Simulating hydrologic pathway contributions in fluvial and karst settings: An evaluation of conceptual, physically-based, and deep learning modeling approaches

Hydrologic models are robust tools for estimating key parameters in the management of water resources, including water inputs, storage, and pathway fluxes. The selection of process-based versus data-driven modeling structure is an important consideration, particularly as advancements in machine learning yield potential for improved model performance but at the cost of lacking physical analogues. Despite recent advancement, there exists an absence of cross-model comparison of the tradeoffs between process-based and data-driven model types in settings with varying hydrologic controls.

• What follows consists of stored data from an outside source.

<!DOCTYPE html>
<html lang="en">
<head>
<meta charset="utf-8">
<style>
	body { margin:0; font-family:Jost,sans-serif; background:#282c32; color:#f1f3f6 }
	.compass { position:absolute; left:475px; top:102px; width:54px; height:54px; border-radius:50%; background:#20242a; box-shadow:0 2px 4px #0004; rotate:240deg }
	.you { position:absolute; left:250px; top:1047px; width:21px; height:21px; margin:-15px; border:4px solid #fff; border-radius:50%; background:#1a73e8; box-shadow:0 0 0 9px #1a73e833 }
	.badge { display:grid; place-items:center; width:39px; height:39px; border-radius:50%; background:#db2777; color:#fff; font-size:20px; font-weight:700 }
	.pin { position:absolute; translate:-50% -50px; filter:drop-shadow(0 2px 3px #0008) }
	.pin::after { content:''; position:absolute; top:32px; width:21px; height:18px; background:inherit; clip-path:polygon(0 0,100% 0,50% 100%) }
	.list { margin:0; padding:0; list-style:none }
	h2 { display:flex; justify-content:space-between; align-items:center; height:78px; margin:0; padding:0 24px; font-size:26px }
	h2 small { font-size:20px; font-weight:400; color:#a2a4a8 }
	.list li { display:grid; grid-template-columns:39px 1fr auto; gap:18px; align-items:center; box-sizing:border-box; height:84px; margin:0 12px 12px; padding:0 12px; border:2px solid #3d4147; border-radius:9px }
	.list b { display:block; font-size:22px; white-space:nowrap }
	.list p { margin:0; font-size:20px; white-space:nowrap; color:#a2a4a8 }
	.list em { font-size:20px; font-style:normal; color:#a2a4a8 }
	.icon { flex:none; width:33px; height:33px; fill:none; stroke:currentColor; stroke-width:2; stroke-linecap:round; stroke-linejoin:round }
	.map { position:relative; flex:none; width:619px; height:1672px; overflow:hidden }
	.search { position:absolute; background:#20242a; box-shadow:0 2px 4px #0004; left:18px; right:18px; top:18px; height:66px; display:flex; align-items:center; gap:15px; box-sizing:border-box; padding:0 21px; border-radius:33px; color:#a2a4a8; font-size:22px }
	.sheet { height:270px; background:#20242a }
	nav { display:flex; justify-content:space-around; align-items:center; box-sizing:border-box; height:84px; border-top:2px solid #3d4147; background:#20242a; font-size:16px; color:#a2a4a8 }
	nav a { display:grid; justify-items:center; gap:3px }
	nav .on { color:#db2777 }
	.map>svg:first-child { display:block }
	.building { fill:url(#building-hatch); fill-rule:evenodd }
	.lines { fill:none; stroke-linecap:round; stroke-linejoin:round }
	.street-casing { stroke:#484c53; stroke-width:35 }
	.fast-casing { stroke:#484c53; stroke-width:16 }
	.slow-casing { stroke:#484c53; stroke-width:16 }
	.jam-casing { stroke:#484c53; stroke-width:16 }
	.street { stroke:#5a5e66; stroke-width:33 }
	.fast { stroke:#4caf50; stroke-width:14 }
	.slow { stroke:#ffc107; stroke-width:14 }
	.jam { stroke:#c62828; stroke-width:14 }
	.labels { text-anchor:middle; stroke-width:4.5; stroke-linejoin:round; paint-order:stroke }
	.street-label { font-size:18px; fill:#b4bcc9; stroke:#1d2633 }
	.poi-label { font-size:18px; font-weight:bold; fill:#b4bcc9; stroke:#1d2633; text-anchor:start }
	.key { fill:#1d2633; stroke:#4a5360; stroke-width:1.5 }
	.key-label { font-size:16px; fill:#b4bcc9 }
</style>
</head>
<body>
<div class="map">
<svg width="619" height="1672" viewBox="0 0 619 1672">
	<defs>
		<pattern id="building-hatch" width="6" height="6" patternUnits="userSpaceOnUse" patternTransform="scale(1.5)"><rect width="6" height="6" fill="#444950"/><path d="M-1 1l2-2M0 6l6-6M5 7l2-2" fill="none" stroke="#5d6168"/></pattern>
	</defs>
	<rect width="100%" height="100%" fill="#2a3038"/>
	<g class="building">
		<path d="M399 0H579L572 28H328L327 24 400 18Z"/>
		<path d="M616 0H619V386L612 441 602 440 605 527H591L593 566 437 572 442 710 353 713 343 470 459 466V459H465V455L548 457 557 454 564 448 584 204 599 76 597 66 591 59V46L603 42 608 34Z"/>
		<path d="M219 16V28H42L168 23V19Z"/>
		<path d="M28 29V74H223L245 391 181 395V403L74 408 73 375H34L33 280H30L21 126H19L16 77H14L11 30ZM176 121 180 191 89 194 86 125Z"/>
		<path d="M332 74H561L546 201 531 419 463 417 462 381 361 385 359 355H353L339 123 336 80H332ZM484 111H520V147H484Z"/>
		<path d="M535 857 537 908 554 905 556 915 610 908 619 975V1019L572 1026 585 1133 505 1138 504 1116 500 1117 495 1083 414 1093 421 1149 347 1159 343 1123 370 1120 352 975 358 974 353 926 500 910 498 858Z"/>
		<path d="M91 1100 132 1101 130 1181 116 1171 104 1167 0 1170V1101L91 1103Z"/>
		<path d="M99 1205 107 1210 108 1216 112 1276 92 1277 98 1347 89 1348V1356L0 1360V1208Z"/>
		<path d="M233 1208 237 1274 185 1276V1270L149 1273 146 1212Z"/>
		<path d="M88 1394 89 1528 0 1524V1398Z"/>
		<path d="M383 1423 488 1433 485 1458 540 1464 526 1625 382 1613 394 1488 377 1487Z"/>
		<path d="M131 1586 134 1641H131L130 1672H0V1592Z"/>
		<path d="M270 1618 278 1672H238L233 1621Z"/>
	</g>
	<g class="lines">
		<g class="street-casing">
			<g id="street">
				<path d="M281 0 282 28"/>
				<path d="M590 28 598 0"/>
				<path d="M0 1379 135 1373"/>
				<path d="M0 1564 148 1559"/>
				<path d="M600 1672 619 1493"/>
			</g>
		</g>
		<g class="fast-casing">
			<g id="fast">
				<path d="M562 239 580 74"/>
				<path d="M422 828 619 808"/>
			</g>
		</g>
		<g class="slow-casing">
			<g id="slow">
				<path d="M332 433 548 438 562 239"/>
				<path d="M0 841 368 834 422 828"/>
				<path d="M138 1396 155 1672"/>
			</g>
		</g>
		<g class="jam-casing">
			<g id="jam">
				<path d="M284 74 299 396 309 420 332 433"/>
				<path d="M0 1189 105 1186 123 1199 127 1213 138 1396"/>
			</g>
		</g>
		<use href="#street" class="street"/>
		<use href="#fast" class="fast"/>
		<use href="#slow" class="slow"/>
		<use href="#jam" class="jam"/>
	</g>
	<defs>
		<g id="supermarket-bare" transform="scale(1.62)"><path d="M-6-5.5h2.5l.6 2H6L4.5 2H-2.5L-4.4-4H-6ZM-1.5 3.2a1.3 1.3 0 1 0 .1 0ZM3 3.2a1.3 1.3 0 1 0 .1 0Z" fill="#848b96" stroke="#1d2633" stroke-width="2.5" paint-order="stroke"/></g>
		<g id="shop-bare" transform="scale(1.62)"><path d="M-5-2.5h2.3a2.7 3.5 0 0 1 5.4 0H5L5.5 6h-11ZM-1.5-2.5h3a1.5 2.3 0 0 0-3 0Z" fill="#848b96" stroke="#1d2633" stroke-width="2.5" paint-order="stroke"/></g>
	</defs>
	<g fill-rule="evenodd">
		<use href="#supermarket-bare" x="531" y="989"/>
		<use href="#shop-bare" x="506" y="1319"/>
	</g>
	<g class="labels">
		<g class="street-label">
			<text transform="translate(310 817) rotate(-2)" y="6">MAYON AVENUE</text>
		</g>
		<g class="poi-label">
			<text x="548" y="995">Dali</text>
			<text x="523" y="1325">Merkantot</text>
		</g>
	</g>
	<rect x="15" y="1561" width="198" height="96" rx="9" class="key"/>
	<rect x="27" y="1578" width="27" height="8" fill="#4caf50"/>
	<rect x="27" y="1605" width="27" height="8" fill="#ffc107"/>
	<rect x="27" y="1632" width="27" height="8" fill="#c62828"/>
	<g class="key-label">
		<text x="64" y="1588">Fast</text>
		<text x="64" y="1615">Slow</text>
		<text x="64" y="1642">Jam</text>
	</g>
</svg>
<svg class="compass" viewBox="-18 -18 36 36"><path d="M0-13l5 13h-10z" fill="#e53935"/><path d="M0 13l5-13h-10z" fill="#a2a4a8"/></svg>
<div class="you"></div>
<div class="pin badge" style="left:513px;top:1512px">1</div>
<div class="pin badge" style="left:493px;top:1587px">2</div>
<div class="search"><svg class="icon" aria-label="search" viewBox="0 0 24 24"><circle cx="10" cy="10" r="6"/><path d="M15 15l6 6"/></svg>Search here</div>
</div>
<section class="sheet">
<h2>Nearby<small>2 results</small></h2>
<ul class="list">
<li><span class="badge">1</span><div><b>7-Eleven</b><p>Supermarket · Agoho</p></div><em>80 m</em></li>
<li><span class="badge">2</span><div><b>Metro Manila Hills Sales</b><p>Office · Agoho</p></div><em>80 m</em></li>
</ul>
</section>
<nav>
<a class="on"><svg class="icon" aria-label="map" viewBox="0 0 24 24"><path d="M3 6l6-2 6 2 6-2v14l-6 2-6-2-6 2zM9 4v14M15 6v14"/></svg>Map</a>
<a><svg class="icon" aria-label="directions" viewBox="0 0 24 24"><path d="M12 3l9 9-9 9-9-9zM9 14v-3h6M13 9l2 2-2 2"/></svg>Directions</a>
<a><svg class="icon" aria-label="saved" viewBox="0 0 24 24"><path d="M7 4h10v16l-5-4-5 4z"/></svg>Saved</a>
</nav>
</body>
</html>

In this study, we use physically-based (SWAT), conceptually-based (LUMP), and deep-learning (LSTM) models to simulate hydrologic pathway contributions for a fluvial watershed and a karst basin over a twenty-year period. We find that, while all models are satisfactory, the LSTM model outperformed both the SWAT and LUMP models in simulating total discharge and that the improved performance was more evident in the groundwater-dominated karst system than the surface-dominated fluvial stream. Further, the LSTM model was able to achieve this improved performance with only 10–25% of the observed time-series as training data. Regarding pathways, the LSTM model coupled with a recursive digital filter was able to successfully match the magnitude of process-based estimates of quick, intermediate, and slow flow contributions for both basins (ρ ranging from 0.58 to 0.71). However, the process-based models exhibited more realistic time-fractal scaling of hydrologic flow pathways compared to the LSTM model which, depending on project objectives, presents a potential drawback to the use of machine learning models for some hydrologic applications. This study demonstrates the utility and potential extraction of physical-analogues of LSTM modeling, which will be useful as deep learning approaches to hydrologic modeling become more prominent and modelers look for ways to infer physical information from data-driven predictions.